Der Unabhängige Verwaltungssenat in Tirol entscheidet durch sein Mitglied Dr. Alfred Stöbich über die Berufung der Frau A. D., 6300 Wörgl, vertreten durch Herrn, gegen das Straferkenntnis der Bezirkshauptmannschaft Kitzbühel vom 29.08.2000, Zl. 4a-St- 7025/00, wie folgt:

 

Gemäß § 66 Abs4 AVG iVm den §§ 24, 51, 51c und 51e VStG wird der Berufung insoweit Folge gegeben, als die über die Berufungswerberin verhängte Geldstrafe unter Anwendung des § 20 VStG von S 5.000,-- auf S 4.000,-- (EUR 290,69), Ersatzfreiheitsstrafe von 4 Tagen, herabgesetzt wird.

 

Gemäß § 64 Abs2 VStG beträgt dementsprechend der Beitrag zu den Verfahrenskosten erster Instanz S 400,-- (EUR 29,07).

 

Die Strafnormen lauten richtigerweise:

?§ 37 Abs1 iVm § 37 Abs3 Ziff1 FSG iVm § 20 VStG?

Text

Mit dem angefochtenen Straferkenntnis wurde der Berufungswerberin vorgeworfen, sie habe am 14.04.2000 um 01.50 Uhr in Wörgl auf der B171 auf Höhe der Kreuzung B171 - Ladestraße (Kaffee X) einen näher bezeichneten Pkw gelenkt, obwohl sie nicht in Besitz einer hiefür erforderlichen Lenkerberechtigung gewesen sei. Dadurch habe sie gegen § 1 Abs3 FSG verstoßen und wurde über sie gemäß § 37 Abs3 Ziff1 FSG eine Geldstrafe in der Höhe von S 5.000,-- verhängt.

 

Dagegen wurde seitens des Vaters der Berufungswerberin in Vertretung Berufung erhoben. Dabei verwies er darauf, dass seine Tochter Angelika derzeit im Krankenhaus Kufstein aufhältig sei.

 

Seine Tochter habe ihm erzählt, dass der Vorfall daraus resultiert sei, da die Freundin der Berufungswerberin, die Fahrzeughalterin, stark alkoholisiert gewesen sei und seine Tochter das Fahrzeug an einen Platz habe fahren wollen, wo dieses ungefährdet und ohne irgendwo im Wege zu stehen, abgestellt werden hätte können.

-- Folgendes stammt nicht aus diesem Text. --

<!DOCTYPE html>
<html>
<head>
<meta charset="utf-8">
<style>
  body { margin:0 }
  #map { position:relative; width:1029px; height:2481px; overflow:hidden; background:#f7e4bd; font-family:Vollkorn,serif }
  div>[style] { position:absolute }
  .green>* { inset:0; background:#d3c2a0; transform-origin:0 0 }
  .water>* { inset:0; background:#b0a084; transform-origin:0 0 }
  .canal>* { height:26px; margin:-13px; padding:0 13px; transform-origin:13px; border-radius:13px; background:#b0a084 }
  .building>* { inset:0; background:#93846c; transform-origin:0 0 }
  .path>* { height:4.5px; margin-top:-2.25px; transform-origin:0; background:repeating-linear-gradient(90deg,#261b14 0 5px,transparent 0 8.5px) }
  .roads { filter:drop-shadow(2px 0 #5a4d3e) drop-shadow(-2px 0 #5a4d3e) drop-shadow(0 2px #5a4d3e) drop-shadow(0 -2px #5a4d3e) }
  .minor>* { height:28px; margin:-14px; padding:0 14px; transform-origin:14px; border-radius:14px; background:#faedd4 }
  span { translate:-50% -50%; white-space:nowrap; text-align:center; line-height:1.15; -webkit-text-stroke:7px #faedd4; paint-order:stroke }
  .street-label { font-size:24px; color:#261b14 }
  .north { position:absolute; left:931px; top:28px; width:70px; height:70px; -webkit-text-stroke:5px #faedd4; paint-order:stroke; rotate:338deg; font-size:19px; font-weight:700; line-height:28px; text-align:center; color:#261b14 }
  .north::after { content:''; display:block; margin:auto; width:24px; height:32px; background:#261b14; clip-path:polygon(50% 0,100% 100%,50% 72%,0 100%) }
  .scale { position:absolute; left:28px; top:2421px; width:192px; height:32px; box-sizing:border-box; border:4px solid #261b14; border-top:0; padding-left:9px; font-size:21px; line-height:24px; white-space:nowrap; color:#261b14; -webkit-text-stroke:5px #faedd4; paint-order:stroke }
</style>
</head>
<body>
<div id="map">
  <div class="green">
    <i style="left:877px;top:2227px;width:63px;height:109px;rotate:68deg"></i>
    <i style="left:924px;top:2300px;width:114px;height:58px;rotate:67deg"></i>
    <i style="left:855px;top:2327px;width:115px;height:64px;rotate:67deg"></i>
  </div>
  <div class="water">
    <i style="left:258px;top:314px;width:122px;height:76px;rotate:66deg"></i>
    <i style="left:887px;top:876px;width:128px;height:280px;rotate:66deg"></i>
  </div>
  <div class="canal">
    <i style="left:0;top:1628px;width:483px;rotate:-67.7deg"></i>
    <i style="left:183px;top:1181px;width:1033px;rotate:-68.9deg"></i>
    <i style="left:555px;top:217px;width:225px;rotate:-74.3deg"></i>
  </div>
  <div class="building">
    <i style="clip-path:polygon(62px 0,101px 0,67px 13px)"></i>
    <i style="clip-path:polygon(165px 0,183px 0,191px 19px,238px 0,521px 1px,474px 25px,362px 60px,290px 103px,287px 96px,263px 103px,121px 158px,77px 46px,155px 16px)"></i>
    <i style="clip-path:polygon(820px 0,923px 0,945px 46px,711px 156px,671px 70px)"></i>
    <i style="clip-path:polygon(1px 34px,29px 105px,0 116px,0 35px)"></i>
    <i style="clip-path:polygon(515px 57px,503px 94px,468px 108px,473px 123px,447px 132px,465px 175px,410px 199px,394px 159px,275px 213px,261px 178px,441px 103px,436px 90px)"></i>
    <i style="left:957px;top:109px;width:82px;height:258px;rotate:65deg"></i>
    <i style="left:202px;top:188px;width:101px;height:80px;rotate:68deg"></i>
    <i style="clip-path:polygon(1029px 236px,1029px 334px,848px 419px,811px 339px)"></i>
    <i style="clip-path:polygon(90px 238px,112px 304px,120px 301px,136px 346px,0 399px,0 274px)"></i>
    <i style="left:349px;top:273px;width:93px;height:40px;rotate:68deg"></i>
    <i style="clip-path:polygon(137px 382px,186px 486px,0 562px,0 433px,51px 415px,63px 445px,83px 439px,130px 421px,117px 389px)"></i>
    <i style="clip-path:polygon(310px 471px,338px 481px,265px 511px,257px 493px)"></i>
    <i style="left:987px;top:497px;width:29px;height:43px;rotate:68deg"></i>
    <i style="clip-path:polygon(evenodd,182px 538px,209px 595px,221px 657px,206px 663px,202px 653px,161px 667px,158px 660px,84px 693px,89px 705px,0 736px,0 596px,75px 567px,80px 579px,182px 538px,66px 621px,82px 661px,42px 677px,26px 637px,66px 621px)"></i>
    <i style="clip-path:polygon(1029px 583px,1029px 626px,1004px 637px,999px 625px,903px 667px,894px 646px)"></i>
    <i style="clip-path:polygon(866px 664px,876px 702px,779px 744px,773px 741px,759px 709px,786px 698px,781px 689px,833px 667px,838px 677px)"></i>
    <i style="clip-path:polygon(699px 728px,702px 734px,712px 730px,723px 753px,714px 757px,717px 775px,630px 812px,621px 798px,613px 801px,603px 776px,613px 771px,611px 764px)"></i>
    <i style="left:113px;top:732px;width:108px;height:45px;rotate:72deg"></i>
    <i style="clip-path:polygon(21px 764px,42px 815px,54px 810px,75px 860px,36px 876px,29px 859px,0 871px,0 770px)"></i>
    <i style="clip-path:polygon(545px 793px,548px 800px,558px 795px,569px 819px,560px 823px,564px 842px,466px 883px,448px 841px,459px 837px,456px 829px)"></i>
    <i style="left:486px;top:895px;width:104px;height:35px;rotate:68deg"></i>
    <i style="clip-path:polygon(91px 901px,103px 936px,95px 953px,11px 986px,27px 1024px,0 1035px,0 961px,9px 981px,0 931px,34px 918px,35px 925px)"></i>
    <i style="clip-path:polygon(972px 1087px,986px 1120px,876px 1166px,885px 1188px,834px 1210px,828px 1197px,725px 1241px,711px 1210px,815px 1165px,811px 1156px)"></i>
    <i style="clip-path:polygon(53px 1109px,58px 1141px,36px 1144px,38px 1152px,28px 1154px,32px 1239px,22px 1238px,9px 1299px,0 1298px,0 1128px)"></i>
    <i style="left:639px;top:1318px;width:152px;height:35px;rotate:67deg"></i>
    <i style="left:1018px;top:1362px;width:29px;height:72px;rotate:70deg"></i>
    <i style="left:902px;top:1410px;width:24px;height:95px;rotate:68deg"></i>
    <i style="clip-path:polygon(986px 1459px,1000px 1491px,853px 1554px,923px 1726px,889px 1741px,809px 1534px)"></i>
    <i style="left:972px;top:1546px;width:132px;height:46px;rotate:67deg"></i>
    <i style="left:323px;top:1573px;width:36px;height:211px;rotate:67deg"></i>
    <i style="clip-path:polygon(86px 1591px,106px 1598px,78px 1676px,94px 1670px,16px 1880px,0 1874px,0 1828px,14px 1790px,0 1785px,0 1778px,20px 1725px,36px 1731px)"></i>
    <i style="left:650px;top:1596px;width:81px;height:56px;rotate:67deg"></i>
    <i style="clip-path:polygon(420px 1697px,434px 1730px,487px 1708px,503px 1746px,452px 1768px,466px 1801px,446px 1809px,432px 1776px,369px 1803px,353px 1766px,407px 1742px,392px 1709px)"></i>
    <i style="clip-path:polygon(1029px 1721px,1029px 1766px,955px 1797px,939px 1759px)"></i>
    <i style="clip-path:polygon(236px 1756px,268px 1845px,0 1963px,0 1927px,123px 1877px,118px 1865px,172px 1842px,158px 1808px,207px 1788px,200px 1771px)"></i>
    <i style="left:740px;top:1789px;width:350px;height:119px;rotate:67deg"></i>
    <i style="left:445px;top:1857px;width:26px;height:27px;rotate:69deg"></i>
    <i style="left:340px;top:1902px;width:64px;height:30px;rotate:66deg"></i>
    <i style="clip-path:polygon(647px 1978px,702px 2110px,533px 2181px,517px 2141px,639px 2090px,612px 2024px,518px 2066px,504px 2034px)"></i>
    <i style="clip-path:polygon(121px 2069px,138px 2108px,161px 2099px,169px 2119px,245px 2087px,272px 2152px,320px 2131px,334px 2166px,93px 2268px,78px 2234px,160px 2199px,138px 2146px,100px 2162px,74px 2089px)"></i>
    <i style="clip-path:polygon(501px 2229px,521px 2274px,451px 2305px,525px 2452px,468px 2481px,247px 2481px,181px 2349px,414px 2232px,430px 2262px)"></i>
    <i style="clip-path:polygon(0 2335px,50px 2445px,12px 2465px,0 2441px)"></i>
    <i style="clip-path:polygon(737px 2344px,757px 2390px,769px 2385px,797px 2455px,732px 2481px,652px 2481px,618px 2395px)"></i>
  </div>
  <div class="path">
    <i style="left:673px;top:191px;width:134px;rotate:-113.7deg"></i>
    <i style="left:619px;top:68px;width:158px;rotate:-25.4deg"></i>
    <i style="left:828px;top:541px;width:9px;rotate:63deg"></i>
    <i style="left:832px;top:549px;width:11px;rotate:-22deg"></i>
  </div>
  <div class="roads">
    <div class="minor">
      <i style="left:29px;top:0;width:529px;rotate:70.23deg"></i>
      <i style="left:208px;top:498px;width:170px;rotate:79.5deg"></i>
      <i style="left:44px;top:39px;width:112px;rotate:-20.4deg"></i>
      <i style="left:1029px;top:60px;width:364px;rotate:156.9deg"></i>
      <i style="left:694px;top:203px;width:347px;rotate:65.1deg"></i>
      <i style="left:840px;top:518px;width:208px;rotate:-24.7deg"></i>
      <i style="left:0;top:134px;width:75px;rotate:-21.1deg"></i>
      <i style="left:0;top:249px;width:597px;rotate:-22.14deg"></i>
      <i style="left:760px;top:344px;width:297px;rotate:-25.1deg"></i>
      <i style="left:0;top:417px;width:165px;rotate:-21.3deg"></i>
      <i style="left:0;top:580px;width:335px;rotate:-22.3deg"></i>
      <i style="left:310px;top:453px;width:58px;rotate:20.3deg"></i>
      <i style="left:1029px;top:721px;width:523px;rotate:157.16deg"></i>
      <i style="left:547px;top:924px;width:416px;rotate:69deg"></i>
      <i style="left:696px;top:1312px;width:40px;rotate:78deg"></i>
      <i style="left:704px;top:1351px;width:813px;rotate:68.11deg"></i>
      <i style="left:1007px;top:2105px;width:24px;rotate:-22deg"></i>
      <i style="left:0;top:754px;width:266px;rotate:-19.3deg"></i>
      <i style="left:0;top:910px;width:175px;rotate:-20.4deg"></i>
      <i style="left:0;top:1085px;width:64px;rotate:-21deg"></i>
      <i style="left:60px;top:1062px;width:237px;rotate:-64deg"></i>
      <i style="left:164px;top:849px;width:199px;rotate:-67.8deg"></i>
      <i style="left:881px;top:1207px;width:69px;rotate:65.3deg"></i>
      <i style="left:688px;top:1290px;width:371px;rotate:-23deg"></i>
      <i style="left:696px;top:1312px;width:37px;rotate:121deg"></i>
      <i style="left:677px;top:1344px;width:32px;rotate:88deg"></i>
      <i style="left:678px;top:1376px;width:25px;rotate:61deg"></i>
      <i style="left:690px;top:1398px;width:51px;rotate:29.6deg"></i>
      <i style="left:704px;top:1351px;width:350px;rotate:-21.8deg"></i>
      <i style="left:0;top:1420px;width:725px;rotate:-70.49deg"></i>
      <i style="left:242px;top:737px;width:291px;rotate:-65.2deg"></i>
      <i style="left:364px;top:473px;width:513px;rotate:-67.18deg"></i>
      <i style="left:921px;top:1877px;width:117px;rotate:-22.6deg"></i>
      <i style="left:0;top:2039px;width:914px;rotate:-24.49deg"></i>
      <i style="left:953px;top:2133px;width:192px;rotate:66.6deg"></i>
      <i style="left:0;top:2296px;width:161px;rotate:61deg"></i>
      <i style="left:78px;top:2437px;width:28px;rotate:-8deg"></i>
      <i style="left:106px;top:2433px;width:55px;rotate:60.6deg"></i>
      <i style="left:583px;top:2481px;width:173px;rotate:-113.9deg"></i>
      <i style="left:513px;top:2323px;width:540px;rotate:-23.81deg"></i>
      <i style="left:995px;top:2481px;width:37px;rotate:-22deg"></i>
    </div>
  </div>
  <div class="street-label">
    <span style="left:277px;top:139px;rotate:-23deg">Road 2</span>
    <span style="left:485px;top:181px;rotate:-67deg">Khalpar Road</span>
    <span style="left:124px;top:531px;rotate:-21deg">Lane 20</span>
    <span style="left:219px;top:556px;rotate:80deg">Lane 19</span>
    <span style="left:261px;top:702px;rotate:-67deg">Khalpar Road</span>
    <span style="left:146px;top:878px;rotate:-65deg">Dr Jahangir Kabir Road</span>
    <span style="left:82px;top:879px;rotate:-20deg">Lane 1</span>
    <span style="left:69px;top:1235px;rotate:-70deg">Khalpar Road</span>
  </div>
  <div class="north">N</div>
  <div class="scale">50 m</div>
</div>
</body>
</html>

Beide hätten mit dem Taxi nach Hause fahren wollen, was sie auch dann getan hätten.

 

Seiner Tochter sei durchaus bewusst gewesen, dass sie eine strafbare Tat begehe, habe darin aber das geringere Übel gesehen, als eine Betrunkene ans Steuer zu lassen. Es sage auch die StVO aus, dass das Lenken eines Fahrzeugs durch einen alkoholisierten Lenker mit aller Kraft verhindert werden müsse. Seine Tochter habe sich in einer Notlage befunden, da sie einerseits ihrer Freundin habe helfen wollen, andererseits aber keine Gewalt anwenden hätte wollen. Aus diesem Zwiespalt heraus habe sie ihre Freundin vom Fahrersitz geschubst und habe das Fahrzeug zum Parkplatz bei der Diskothek J. lenken wollen, wo genügend Parkmöglichkeiten vorhanden seien, und das Fahrzeug auch längere Zeit dort hätte stehen können.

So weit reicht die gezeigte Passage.